Top of Data extracts
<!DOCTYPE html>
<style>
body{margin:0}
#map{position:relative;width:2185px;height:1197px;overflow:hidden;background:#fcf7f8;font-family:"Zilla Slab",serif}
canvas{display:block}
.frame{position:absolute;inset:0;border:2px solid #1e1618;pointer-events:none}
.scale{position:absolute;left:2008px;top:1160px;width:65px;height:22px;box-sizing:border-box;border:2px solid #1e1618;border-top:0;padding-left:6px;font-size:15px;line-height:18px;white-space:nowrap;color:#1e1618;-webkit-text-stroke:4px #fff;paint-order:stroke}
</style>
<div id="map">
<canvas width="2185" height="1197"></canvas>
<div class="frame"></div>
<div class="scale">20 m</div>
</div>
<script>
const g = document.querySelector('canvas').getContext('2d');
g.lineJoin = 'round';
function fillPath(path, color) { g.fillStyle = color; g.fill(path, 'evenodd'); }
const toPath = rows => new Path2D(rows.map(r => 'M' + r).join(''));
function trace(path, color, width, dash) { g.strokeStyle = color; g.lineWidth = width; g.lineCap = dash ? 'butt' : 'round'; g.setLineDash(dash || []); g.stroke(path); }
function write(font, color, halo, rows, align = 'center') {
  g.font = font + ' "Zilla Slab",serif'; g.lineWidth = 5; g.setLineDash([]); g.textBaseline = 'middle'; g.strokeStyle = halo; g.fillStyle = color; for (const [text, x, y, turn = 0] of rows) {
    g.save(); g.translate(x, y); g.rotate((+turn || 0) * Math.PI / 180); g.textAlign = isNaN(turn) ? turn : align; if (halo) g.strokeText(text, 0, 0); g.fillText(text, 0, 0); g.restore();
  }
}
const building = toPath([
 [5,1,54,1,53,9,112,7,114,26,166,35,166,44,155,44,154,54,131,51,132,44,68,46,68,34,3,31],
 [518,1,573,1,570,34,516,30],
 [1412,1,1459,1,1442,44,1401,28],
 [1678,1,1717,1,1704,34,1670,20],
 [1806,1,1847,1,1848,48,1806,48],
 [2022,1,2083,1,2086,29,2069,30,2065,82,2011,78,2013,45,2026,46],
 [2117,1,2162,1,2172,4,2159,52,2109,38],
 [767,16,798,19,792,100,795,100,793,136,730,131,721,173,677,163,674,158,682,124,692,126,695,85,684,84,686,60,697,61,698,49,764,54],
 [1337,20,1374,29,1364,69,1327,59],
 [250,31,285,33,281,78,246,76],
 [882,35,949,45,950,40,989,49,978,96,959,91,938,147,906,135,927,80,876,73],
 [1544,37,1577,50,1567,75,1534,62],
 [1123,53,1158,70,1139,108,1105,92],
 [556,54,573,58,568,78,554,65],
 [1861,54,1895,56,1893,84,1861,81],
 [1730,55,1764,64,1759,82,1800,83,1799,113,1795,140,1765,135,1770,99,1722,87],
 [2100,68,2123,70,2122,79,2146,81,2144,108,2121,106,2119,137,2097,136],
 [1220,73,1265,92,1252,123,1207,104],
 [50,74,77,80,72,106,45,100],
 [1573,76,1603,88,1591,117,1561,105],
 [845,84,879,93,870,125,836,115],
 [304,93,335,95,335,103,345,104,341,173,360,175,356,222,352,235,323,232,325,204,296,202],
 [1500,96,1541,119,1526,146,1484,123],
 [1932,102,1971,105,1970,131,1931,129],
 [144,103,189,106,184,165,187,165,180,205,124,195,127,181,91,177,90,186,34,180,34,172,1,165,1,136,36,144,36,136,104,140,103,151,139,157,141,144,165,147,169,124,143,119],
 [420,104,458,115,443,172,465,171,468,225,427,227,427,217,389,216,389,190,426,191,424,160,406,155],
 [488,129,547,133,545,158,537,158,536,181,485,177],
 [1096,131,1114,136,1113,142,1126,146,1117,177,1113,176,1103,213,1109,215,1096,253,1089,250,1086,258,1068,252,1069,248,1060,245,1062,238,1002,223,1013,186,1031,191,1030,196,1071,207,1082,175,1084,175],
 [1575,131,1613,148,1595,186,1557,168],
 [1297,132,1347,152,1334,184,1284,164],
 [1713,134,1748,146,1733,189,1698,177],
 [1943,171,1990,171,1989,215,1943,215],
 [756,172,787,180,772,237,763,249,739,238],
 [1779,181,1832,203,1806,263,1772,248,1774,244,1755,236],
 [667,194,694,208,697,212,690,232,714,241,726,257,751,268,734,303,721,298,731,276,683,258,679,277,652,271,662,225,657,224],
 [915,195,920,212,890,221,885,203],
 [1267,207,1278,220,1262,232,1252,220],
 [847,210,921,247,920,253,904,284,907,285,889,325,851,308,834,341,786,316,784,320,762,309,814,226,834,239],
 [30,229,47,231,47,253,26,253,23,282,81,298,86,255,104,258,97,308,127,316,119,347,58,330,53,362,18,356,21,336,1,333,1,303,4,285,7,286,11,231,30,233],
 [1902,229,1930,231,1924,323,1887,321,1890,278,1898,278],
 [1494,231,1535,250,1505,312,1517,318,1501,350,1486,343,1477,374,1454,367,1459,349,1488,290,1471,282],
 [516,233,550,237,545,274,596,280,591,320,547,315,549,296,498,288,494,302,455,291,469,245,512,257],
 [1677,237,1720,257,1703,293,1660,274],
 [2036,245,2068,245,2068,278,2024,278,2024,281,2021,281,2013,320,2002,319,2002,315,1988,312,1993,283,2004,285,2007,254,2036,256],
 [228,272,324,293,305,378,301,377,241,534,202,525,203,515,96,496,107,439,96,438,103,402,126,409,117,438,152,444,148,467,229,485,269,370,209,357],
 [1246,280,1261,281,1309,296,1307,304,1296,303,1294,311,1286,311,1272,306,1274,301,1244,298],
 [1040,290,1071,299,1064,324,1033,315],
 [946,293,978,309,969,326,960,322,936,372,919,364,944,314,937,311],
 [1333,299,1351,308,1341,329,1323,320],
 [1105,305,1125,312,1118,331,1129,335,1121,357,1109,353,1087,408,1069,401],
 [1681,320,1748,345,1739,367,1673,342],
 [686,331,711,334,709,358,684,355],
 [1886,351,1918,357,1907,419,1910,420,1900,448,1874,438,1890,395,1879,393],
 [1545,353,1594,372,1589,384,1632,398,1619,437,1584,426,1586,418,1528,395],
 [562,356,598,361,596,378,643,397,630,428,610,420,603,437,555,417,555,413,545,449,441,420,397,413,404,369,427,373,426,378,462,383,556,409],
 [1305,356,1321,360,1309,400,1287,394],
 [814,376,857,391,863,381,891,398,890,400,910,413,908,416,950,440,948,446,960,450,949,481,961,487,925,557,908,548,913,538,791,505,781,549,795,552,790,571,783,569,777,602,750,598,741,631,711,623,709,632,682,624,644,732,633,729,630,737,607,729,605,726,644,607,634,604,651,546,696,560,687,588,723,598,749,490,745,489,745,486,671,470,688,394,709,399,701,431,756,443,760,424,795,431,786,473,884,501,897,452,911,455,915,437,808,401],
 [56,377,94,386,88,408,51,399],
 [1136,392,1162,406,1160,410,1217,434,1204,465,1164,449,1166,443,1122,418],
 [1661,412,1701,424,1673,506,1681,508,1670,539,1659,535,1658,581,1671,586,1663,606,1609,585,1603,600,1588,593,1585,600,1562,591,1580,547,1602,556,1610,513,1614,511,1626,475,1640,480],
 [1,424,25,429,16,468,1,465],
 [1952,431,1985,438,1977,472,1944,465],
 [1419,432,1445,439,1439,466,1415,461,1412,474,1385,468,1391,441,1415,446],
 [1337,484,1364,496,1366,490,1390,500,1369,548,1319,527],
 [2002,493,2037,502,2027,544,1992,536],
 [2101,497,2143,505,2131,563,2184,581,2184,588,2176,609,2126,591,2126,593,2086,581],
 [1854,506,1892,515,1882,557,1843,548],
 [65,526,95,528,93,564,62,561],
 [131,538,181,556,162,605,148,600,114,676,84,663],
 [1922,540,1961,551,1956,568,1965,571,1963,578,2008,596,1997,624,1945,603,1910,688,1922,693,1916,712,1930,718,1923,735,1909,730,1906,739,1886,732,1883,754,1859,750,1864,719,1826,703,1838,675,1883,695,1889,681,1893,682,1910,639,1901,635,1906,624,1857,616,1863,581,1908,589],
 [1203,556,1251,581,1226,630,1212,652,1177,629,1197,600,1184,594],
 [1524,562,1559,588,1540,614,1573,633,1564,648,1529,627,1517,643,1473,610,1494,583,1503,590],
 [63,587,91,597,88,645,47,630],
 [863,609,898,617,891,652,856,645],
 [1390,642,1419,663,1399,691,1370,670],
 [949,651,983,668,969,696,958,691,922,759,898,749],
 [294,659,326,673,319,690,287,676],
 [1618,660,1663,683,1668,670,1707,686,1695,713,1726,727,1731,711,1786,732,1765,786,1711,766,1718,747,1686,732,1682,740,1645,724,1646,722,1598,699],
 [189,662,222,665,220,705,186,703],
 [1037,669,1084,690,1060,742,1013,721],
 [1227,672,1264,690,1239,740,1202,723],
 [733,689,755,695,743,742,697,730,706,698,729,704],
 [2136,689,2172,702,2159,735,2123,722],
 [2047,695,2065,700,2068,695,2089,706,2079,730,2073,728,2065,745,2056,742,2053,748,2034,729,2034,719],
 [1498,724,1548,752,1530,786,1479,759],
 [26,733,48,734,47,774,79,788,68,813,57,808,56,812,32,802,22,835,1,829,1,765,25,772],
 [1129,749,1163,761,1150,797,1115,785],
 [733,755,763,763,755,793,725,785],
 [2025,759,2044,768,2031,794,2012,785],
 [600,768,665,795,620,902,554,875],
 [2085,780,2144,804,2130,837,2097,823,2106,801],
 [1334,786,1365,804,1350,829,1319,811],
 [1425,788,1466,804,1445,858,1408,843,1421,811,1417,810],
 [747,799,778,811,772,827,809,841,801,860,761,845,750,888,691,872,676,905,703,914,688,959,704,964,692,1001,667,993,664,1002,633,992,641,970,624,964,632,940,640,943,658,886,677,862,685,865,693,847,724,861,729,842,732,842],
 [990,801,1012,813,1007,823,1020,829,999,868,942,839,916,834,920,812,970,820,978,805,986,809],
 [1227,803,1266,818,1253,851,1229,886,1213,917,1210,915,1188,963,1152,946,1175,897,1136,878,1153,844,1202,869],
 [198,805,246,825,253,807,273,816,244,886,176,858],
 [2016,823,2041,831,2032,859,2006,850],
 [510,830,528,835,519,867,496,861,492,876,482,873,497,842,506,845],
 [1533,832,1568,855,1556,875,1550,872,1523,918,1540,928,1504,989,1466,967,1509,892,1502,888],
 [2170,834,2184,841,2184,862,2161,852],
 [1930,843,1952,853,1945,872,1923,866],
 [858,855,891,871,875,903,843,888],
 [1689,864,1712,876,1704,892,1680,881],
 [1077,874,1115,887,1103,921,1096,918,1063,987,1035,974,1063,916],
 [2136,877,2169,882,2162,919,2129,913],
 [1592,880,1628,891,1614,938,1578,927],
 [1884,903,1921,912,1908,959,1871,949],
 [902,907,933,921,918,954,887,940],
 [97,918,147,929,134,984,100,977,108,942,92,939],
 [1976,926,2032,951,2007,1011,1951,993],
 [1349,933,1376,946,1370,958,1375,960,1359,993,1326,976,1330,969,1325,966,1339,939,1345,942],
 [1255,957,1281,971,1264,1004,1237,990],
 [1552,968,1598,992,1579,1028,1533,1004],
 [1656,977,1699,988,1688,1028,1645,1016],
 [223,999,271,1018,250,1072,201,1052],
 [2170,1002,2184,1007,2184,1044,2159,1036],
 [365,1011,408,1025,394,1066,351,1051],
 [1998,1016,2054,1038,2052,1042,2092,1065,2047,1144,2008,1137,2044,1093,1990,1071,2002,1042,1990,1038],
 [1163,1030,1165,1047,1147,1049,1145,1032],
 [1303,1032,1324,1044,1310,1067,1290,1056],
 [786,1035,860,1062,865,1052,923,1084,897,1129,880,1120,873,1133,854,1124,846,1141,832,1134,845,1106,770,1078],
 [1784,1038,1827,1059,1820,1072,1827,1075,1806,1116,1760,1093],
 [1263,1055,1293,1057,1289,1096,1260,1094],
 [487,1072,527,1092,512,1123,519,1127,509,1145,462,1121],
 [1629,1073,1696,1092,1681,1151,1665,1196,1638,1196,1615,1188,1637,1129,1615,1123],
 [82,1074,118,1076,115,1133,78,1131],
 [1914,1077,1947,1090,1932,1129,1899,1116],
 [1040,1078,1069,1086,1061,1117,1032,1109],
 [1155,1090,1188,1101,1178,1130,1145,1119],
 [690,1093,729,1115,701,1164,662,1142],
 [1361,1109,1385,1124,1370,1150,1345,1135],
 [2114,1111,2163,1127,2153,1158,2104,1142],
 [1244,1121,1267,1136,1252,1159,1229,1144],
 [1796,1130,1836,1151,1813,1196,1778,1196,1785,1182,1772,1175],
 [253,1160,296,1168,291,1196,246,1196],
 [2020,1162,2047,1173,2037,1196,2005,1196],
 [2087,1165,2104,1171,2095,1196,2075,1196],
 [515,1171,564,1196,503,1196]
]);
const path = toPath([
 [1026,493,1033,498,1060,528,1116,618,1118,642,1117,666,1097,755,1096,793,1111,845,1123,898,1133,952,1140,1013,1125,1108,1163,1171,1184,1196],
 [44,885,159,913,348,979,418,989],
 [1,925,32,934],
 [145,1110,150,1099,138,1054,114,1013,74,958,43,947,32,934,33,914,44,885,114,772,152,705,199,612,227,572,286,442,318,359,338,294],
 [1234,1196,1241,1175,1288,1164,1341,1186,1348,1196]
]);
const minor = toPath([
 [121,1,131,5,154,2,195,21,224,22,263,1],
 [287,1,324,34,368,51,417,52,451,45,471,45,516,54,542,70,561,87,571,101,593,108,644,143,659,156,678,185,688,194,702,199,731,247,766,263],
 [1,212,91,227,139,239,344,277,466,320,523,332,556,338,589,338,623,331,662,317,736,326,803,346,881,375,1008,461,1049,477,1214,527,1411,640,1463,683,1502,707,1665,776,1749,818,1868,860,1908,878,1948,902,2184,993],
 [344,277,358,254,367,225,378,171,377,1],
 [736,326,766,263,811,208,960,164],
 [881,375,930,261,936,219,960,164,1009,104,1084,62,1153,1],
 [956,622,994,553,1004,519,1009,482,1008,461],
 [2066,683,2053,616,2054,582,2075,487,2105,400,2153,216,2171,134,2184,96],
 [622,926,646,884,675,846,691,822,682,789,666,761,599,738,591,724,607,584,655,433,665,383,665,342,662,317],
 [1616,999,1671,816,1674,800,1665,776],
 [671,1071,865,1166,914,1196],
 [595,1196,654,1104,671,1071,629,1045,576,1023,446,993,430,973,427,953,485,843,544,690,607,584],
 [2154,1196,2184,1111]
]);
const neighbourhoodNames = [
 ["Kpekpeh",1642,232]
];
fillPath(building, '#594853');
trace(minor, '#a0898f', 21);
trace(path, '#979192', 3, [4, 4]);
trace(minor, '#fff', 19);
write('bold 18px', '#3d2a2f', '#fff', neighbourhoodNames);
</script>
Bottom of Data extracts
Directions for this task
Please write out the material word for word from its first line through the line holding "const g = document.querySelector('canvas').getContext('2d');", including both, and no line past it.

Worked solution
<!DOCTYPE html>
<style>
body{margin:0}
#map{position:relative;width:2185px;height:1197px;overflow:hidden;background:#fcf7f8;font-family:"Zilla Slab",serif}
canvas{display:block}
.frame{position:absolute;inset:0;border:2px solid #1e1618;pointer-events:none}
.scale{position:absolute;left:2008px;top:1160px;width:65px;height:22px;box-sizing:border-box;border:2px solid #1e1618;border-top:0;padding-left:6px;font-size:15px;line-height:18px;white-space:nowrap;color:#1e1618;-webkit-text-stroke:4px #fff;paint-order:stroke}
</style>
<div id="map">
<canvas width="2185" height="1197"></canvas>
<div class="frame"></div>
<div class="scale">20 m</div>
</div>
<script>
const g = document.querySelector('canvas').getContext('2d');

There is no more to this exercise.